恒常的に質の高い料理人を確保し、料理人が「食の外交官」として、しかるべき報酬を得て、キャリア形成もしやすくなる仕組みを整え、より誇りをもって業務に取り組めるよう、令和8年1月より、新たな「在外公館料理人制度」を開始予定。
従来の制度では、料理人は大使や総領事と私的契約を締結し、公邸等での相手国要人等との会食のための調理業務に従事していたが、新制度では、在外公館と公的契約(業務委託契約)を締結し、「食の外交官」として、従来の調理業務に加え、日本の食文化や日本産食品のPR、風評被害対策等を積極的に実施する。

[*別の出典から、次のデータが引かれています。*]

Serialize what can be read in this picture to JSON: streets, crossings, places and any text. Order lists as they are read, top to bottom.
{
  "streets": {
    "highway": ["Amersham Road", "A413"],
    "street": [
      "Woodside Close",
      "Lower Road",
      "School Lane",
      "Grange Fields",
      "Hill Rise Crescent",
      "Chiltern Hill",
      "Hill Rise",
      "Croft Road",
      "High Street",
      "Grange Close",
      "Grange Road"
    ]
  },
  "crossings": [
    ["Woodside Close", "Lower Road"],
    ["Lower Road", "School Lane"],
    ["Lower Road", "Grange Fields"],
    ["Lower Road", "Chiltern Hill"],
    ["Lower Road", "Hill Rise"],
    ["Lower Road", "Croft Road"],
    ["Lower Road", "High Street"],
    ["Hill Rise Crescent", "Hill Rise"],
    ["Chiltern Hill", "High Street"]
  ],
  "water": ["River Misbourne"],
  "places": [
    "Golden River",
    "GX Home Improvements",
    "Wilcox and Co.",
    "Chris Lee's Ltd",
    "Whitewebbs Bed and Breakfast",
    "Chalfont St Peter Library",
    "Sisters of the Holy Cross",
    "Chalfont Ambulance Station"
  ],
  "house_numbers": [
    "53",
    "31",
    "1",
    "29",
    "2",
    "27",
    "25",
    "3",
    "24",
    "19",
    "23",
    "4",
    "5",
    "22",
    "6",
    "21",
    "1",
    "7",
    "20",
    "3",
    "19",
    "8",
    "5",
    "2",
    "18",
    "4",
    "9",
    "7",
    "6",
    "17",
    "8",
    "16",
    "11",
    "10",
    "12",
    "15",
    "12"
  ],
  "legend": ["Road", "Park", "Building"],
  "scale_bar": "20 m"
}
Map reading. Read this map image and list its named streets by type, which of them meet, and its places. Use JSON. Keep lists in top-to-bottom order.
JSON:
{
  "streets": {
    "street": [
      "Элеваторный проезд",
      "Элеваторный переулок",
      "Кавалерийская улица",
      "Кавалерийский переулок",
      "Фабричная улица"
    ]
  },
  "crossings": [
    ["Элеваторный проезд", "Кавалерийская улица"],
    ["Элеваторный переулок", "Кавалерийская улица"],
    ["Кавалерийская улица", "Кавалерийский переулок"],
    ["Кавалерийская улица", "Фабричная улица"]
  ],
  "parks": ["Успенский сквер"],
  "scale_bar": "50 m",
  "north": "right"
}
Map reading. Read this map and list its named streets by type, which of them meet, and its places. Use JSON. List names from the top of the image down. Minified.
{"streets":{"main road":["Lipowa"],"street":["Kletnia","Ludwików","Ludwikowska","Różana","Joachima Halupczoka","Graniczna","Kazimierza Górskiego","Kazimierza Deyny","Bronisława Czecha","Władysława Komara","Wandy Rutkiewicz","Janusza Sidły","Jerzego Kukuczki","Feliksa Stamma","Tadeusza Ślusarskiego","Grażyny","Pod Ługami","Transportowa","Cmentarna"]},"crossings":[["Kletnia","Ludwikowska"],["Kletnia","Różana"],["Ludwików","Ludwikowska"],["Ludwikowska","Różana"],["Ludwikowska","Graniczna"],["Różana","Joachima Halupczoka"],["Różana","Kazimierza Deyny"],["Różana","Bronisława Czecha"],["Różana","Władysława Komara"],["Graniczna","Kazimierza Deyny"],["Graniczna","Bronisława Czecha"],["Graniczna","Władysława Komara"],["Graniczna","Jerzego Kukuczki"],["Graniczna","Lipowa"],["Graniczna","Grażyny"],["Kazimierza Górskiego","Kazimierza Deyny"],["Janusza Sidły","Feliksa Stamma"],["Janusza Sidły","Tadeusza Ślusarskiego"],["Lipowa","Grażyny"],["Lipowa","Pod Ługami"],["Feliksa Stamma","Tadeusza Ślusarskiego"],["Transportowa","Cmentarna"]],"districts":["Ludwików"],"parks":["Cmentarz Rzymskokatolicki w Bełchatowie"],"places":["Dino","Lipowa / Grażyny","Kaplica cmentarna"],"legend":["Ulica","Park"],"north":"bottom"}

一般社団法人国際交流サービス協会(IHCSA)について
1960年代後半の日本の国際的地位向上を背景に、IHCSAは1970年、国際交流と国際理解促進への貢献を目的に外務省の許可を受け設立されました。外国人招待受入、渡航業務、国際交流基金事業、在外公館派遣員・専門調査員派遣など多様な事業を展開し、外交を側面支援。2013年に一般社団法人へ移行しました。
日本政府が行う海外からの招聘プログラムや国際会議などの国際交流活動に積極的に貢献することによって、政府の施策に応じた広い国際相互理解と相互親善に寄与することを活動の目的としています。